**Data for this exercise**
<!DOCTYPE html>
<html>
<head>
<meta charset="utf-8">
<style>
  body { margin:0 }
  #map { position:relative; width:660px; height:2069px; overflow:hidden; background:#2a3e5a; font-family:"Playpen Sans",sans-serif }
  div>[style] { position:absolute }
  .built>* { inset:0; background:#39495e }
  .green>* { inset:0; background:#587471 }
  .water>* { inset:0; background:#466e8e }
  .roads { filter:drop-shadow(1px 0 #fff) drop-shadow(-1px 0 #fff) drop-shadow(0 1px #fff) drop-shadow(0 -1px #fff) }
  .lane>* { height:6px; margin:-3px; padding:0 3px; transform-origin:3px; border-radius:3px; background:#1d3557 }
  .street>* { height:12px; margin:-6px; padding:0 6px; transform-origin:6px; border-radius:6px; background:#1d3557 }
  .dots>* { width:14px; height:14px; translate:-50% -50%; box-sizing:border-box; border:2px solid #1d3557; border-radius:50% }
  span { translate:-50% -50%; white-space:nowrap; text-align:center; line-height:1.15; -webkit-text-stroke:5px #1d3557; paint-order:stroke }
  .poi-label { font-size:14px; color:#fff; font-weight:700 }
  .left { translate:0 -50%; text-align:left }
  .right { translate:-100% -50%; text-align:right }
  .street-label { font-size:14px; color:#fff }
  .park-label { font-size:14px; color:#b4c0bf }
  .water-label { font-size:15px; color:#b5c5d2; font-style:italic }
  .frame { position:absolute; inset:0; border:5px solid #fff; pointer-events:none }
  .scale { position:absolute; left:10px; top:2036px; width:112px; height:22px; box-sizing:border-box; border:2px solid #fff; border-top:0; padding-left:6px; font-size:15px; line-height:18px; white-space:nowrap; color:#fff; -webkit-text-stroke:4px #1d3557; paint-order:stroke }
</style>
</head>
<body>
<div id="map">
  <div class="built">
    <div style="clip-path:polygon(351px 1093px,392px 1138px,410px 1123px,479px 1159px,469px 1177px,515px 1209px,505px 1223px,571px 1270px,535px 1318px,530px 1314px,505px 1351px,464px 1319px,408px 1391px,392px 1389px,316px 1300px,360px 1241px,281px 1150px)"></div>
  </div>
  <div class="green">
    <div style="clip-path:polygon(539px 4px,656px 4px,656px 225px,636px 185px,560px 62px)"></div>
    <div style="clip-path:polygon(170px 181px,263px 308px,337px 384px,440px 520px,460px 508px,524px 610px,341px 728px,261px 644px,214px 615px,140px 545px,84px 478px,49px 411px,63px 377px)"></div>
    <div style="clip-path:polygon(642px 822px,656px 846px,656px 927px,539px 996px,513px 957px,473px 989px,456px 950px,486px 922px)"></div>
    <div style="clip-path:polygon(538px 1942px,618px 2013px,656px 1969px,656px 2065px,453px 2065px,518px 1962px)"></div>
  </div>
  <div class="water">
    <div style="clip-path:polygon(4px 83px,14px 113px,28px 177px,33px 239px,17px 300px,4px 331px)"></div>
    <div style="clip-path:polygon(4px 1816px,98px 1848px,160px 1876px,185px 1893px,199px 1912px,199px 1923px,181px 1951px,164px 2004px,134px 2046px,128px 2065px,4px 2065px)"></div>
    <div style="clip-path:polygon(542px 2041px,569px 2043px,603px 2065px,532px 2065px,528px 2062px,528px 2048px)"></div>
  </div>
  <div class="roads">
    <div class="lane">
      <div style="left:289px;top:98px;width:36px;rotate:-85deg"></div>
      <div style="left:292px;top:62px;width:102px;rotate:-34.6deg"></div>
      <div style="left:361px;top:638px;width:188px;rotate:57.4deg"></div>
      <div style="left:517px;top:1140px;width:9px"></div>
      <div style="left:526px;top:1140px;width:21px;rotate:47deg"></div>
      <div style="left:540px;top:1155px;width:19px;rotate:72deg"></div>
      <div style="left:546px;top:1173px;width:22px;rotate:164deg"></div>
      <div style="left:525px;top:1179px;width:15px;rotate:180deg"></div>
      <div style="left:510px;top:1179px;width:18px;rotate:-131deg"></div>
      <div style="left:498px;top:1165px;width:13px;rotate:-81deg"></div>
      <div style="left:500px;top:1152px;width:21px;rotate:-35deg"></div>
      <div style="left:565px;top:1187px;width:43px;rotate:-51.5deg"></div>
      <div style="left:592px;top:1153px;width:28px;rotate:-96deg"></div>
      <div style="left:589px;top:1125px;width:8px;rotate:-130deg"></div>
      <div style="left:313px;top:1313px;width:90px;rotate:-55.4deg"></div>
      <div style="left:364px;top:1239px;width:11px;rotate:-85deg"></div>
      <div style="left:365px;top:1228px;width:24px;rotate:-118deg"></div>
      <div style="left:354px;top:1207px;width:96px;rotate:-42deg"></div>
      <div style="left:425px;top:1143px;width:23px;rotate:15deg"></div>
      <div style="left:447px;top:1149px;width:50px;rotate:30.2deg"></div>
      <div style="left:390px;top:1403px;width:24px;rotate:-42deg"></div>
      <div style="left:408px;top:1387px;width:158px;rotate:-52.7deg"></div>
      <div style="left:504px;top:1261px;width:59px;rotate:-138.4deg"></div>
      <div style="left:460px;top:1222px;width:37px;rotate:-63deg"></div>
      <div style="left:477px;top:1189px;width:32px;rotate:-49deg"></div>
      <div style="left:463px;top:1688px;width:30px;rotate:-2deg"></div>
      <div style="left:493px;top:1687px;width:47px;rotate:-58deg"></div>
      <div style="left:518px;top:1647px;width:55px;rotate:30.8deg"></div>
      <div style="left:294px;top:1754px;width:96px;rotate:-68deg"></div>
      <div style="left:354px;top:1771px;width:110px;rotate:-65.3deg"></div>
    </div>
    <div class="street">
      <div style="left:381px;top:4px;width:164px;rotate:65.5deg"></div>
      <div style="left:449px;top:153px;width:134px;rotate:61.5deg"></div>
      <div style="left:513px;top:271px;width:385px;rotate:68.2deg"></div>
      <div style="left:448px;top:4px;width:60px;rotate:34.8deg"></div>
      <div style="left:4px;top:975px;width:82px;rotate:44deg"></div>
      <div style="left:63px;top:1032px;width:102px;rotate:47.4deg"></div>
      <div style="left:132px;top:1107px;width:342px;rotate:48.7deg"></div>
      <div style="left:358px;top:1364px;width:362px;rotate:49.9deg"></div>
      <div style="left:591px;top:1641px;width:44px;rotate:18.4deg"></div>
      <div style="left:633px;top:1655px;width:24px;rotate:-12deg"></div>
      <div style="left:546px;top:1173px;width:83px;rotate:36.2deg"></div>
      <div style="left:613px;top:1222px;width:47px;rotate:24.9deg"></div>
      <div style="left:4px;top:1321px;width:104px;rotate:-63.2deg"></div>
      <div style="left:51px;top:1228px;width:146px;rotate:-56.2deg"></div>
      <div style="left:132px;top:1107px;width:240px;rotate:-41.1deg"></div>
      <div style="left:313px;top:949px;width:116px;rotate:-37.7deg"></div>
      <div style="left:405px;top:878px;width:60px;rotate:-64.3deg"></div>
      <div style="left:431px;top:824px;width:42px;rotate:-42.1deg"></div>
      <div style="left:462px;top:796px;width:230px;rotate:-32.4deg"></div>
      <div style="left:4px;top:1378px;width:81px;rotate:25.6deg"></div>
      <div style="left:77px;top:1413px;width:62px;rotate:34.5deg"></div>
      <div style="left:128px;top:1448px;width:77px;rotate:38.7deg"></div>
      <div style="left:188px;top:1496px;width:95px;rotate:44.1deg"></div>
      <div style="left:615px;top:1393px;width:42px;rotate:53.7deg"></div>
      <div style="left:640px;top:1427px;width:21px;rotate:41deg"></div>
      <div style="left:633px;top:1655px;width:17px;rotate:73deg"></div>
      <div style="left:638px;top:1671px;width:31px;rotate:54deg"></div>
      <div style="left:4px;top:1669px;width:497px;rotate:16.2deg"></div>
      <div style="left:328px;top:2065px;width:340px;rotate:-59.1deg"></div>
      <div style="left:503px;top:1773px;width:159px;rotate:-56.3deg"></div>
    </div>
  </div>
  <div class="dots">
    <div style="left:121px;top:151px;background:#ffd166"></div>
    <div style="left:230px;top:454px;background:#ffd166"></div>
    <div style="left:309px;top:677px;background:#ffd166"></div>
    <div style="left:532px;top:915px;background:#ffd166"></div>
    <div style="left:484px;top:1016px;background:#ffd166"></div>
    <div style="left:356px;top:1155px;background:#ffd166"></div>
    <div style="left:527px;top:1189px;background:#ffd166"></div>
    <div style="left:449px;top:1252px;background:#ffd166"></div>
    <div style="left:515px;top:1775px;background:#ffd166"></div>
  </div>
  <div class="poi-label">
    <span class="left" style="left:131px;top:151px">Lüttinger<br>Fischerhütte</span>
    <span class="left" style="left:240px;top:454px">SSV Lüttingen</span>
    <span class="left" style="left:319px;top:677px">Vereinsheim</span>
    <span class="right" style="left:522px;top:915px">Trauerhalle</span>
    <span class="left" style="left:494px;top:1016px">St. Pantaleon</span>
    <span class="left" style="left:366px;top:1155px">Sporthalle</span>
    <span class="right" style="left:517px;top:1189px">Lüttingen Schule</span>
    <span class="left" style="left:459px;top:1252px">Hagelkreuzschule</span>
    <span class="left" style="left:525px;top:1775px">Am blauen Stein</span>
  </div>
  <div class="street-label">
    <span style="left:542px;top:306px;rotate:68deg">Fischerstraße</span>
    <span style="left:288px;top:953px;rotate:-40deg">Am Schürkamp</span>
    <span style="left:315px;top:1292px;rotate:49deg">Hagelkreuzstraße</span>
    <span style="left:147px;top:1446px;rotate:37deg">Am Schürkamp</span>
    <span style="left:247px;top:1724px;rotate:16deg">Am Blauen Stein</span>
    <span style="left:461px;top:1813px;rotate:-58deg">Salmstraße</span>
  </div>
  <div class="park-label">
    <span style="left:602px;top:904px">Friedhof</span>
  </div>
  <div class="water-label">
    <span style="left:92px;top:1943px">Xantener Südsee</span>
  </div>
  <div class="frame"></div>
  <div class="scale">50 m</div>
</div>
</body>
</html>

**Exercise description**
Filter the entries above and keep only the lines with the word "roads".

**Exercise result**
  .roads { filter:drop-shadow(1px 0 #fff) drop-shadow(-1px 0 #fff) drop-shadow(0 1px #fff) drop-shadow(0 -1px #fff) }
  <div class="roads">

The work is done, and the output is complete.